Your thoroughness impresses me immensely (I think there are some things in that overview about me that I didn't even know) and the way you write and writing is freaking fantastic. I feel like I'm being reviewed by the New York times (or probably better actually). Reading this left me flustered and unable to speak from just how darn happy it made me. So don't mind how long this comment is. I am bursting with joy and have got to put it somewhere.

I thank you immensely for not going too far back in my catalog. While I don't believe in deleting art on principle the things I wrote when I was thirteen were, uh, written by a thirteen year old. And you can't review kid's stuff! That's rule number one! My pride thanks you.

I'm glad you listened to the live readings! StraighttothePoint did such a good job and I felt made the stories even better.

Man, the way you write about how I write comedy is just...it's just so good! "Not nearly grey around the edges, but a little of that has creeped in." Freaking poetry! Also, has it really been two years since Royally Screwed? I could have sworn I wrote those stories yesterday. And as for ending the GFF series on a high note... *shoves GFF 3's draft behind me* yeeeeeah that's tooootally what I was planning (though at the rate I'm going you'll have to wait a decade for it).

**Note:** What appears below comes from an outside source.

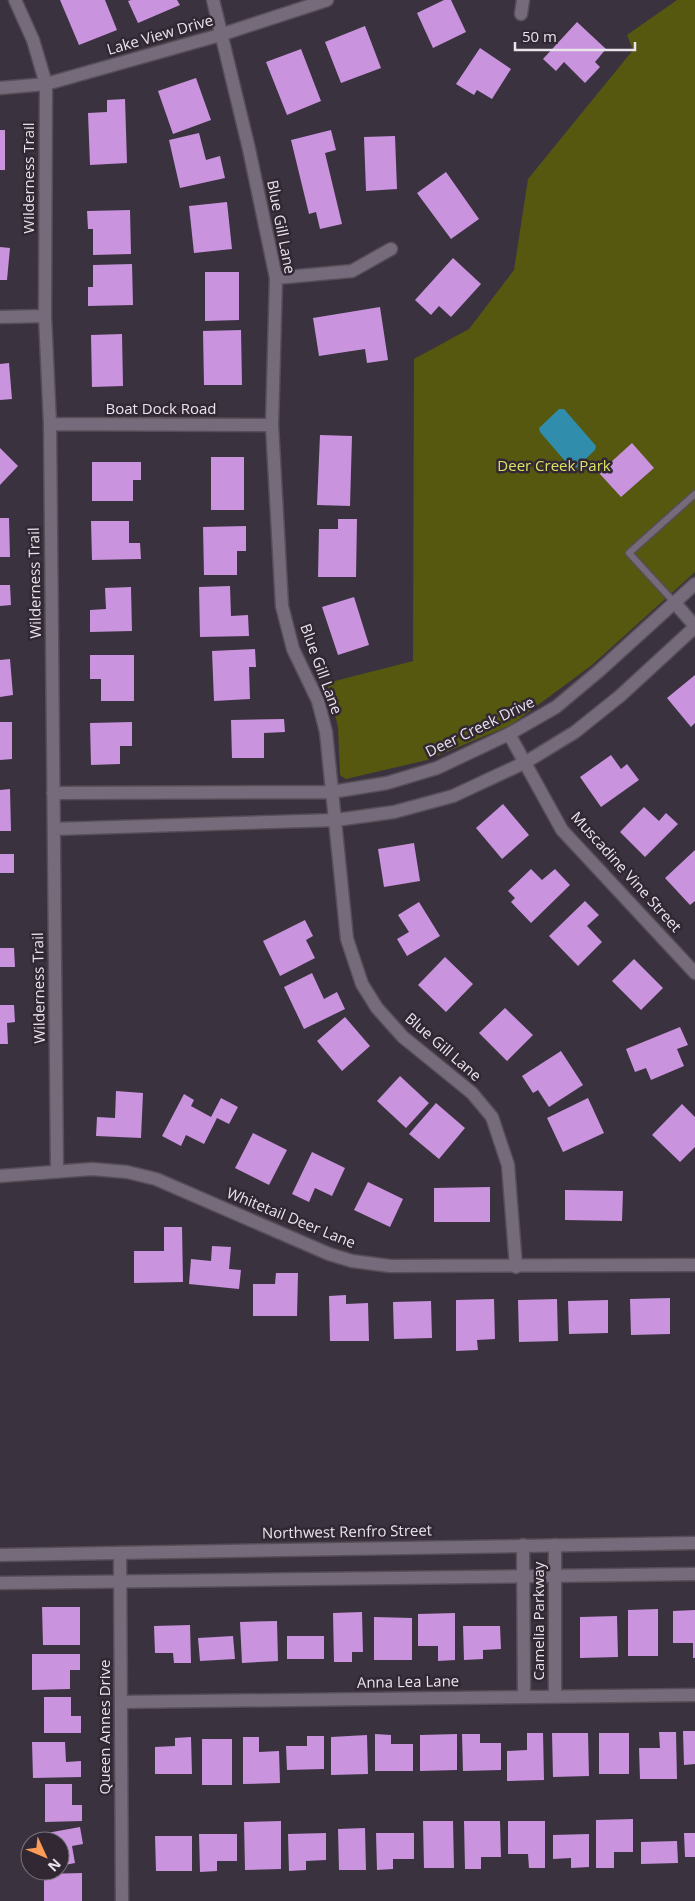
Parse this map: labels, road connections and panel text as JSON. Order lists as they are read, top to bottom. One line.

Under Layers of Dirt and Worry was probably the story me and my editor, shipmun, spent the longest editing and hammering out out of all my stories. I think we knew we had something good here and if we just kept tweaking it we could turn it into something great. (for example the original draft was probably a fifth of the length and just kinda... ended.) I am so so thrilled everyone likes it. I really got to compliment Shipmun again for how much he pushed me on this one. He's a big reason this isn't just a generic story about sisters yelling at each other. And getting a spot on the RCL was on my bucket list so I'm extra thankful to this story for getting me there.

Growing Down was actually the first story I finished writing that I thought "this is actually good" (Spark Visions had not yet finished and nothing before that came anywhere close to decent). And I love this review on it! I'm so glad you picked up what I was trying to do with the slow scenes, with the theme, and with the little details to ground us into season two. Even though you rated this one the lowest it was my favorite review. You just totally and completely got it. And it's like, freak, that recognition from the audience is really what being an artist is about. I gotta frame this review on my wall or something. All of them maybe!

All the comments on this, from everyone, remind me how much I adore being in this community. Thank you so much for the great reviews! And now I'm going to read all of your other blog posts just to read your critique poetry some more.

5682816

I was kinda having a bad day and this was the most wondrous thing to find at the end of it.

D'aww, you're very welcome.

So don't mind how long this comment is. I am bursting with joy and have got to put it somewhere.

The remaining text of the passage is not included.